Musings of Seasons

seasonsHere we are. Fall is fully upon us. A change of seasons means a change of focus. School is in full swing bringing with it the consistency and craze of its schedule all at once.

We often talk of the change of seasons. The change of high-school to college life. The change from single fly-by-the-seat-of-my pants to marriage and sudden responsibility. The change of a loved one passing away. The change of a close friend moving to another city, or perhaps you yourself moving. Seasons come and go. The only thing consistent with seasons is that you know that they will change.

No one says it as well as King Solomon:
“To everything there is a season, a time for every purpose under heaven:” Ecclesiastes 3:1 (emphasis added).

He goes on to give examples of what there is a certain time for; living, dying, laughing, weeping, the list goes on. However we might wish it, we cannot hold on to a season forever. No matter how much we may love spring, it will always turn to summer. Children love the Christmas season and are always sad to see it pass so quickly.

In these musings I turn to the Scriptures. One might ponder on the lives of some of the heroes of our faith such as Joseph, Paul, Moses, Elijah, Daniel; even some of those less well beloved but that can be learned from: Saul, Samson, Aaron, too many to list here. Every character that we have enough information to study more than merely basic details of their lives have recorded of them different seasons of life. These include good and bad, easy and hard, trial and temptation, victory and joy.
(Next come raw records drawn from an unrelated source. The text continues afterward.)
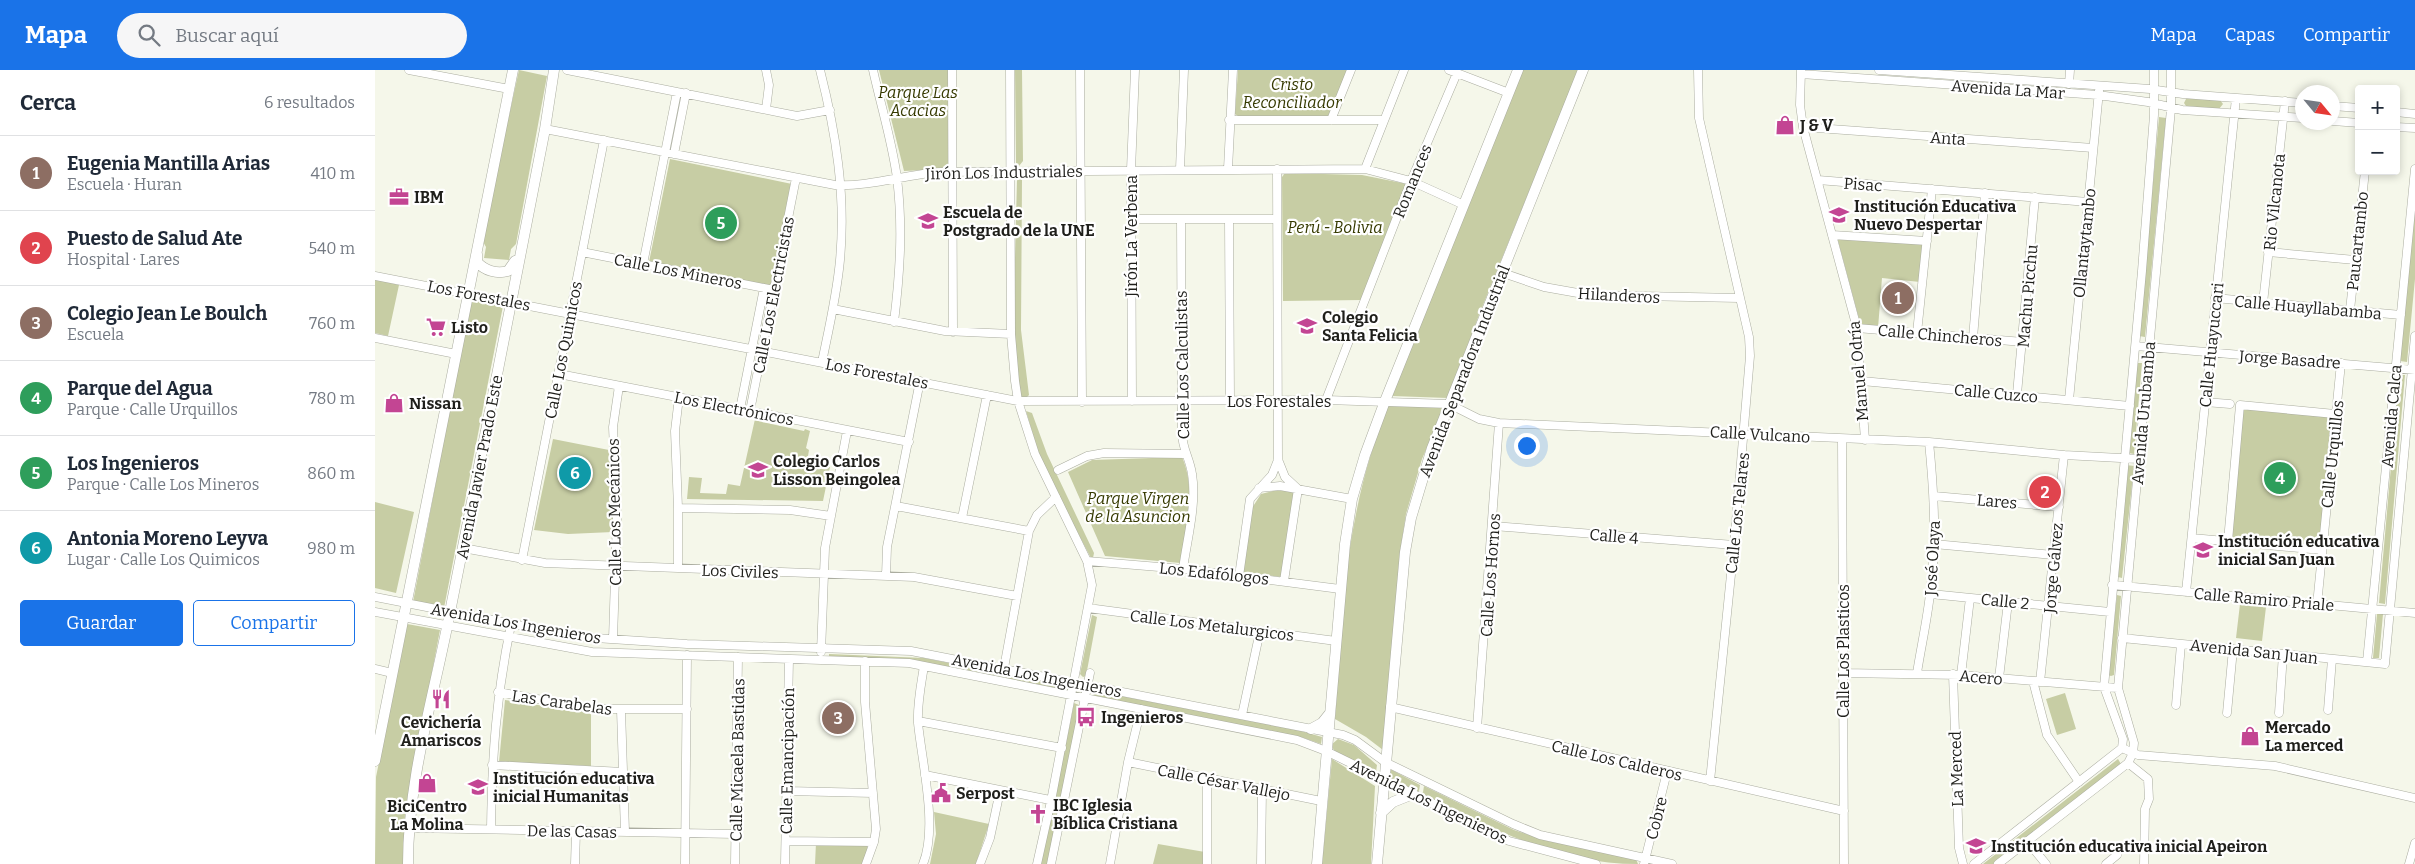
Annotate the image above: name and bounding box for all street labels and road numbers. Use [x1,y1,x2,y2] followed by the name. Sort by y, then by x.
[1950,76,2065,103] street label: Avenida La Mar
[1930,128,1967,149] street label: Anta
[1389,142,1436,221] street label: Romances
[2260,152,2289,252] street label: Rio Vilcanota
[924,162,1083,183] street label: Jirón Los Industriales
[1843,174,1883,195] street label: Pisac
[1122,175,1141,298] street label: Jirón La Verbena
[2069,187,2100,299] street label: Ollantaytambo
[2343,190,2372,292] street label: Paucartambo
[749,215,798,375] street label: Calle Los Electricistas
[2014,244,2041,348] street label: Machu Picchu
[612,250,744,293] street label: Calle Los Mineros
[1415,262,1514,480] street label: Avenida Separadora Industrial
[426,276,532,315] street label: Los Forestales
[541,280,586,421] street label: Calle Los Quimicos
[2195,281,2228,408] street label: Calle Huayuccari
[1577,284,1661,307] street label: Hilanderos
[1172,290,1193,440] street label: Calle Los Calculistas
[2233,292,2383,323] street label: Calle Huayllabamba
[1845,320,1872,422] street label: Manuel Odría
[1877,321,2003,350] street label: Calle Chincheros
[2128,340,2159,485] street label: Avenida Urubamba
[2238,346,2341,373] street label: Jorge Basadre
[824,354,930,393] street label: Los Forestales
[2378,363,2405,468] street label: Avenida Calca
[452,373,507,561] street label: Avenida Javier Prado Este
[1953,380,2039,407] street label: Calle Cuzco
[673,388,795,429] street label: Los Electrónicos
[1227,392,1331,411] street label: Los Forestales
[2317,399,2348,509] street label: Calle Urquillos
[1709,422,1811,447] street label: Calle Vulcano
[604,438,625,586] street label: Calle Los Mecánicos
[1722,451,1753,575] street label: Calle Los Telares
[1976,490,2018,513] street label: Lares
[1477,512,1504,638] street label: Calle Los Hornos
[1921,520,1944,597] street label: José Olaya
[2040,522,2067,615] street label: Jorge Gálvez
[1589,525,1640,548] street label: Calle 4
[1158,558,1270,589] street label: Los Edafólogos
[701,561,779,582] street label: Los Civiles
[1834,584,1853,718] street label: Calle Los Plasticos
[2193,584,2335,615] street label: Calle Ramiro Priale
[1980,590,2030,613] street label: Calle 2
[429,599,603,648] street label: Avenida Los Ingenieros
[1129,606,1295,645] street label: Calle Los Metalurgicos
[2189,635,2319,668] street label: Avenida San Juan
[950,650,1123,701] street label: Avenida Los Ingenieros
[1958,666,2003,689] street label: Acero
[727,678,748,842] street label: Calle Micaela Bastidas
[511,686,613,719] street label: Las Carabelas
[777,687,798,835] street label: Calle Emancipación
[1946,730,1967,807] street label: La Merced
[1550,736,1684,785] street label: Calle Los Calderos
[1347,755,1511,848] street label: Avenida Los Ingenieros
[1156,760,1292,805] street label: Calle César Vallejo
[1642,795,1671,842] street label: Cobre
[527,821,617,842] street label: De las Casas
You will notice with me the lack of one thing in these accounts of our heroes. The season is not exalted. The time that they go through is not highlighted so much as their response in them. It is shown recorded for us on many accounts a) how they heard the voice of the Lord and b) how they responded to it. In the instances that God did not speak directly to them, we are only given their response to what they know to be right. What made them either a champion to us or an example of what not to do was how they responded in the season they were in.

Solomon responded well in the hard time. His father was dead. He was given one of the greatest kingdoms of all times to rule. God came and spoke with him. All he wanted was to rule his people well. But by the end of his life, when things were perhaps a little too easy, he turned from his God. His response was less than desirable and he is one that is said to have not “finished well”, to use a Christian colloquialism. (1 Kings 3,11)

Daniel is one of our great champions. As a young man he is dragged from his home. Quite possibly, his family was killed before his eyes. He is taken as a captive and put in the palace of a foreign ruler, his fate yet to be decided. What does he do? He holds to the high standards of Judaism that he was so carefully taught even within his own corrupt society. “But Daniel purposed in his heart that he would not defile himself with the portion of the king’s delicacies, nor with the wine which he drank; therefore he requested of the chief of the eunuchs that he might not defile himself.” Daniel 1:8 (emphasis added) It would have been SO easy for him to have put his head down and done whatever was told him, but he refused.
Later in his life when confronted with death or a mere change of daily habit (prayer). He chose the former. Why? Because to him  his response to the Lord in a season of hardship was of far greater weight than anything man could do to him. (Daniel 6)

We spend so much of our time talking about the season of life that we are in. We make excuses for ourselves and allow other to do it for us as well. Could you imagine if Daniel had made an excuse for himself? “I just lost my family.” “I don’t know the customs of Babylon.” “I’m just emotional.” That last one makes us smile to ourselves. Yes, our greatest champions of our faith were human just as we are. A thousand emotions barraged them in their darkest hour. Doubt, condemnation, discouragement, even hopelessness is recorded on more than one occasion. But what was their ultimate response?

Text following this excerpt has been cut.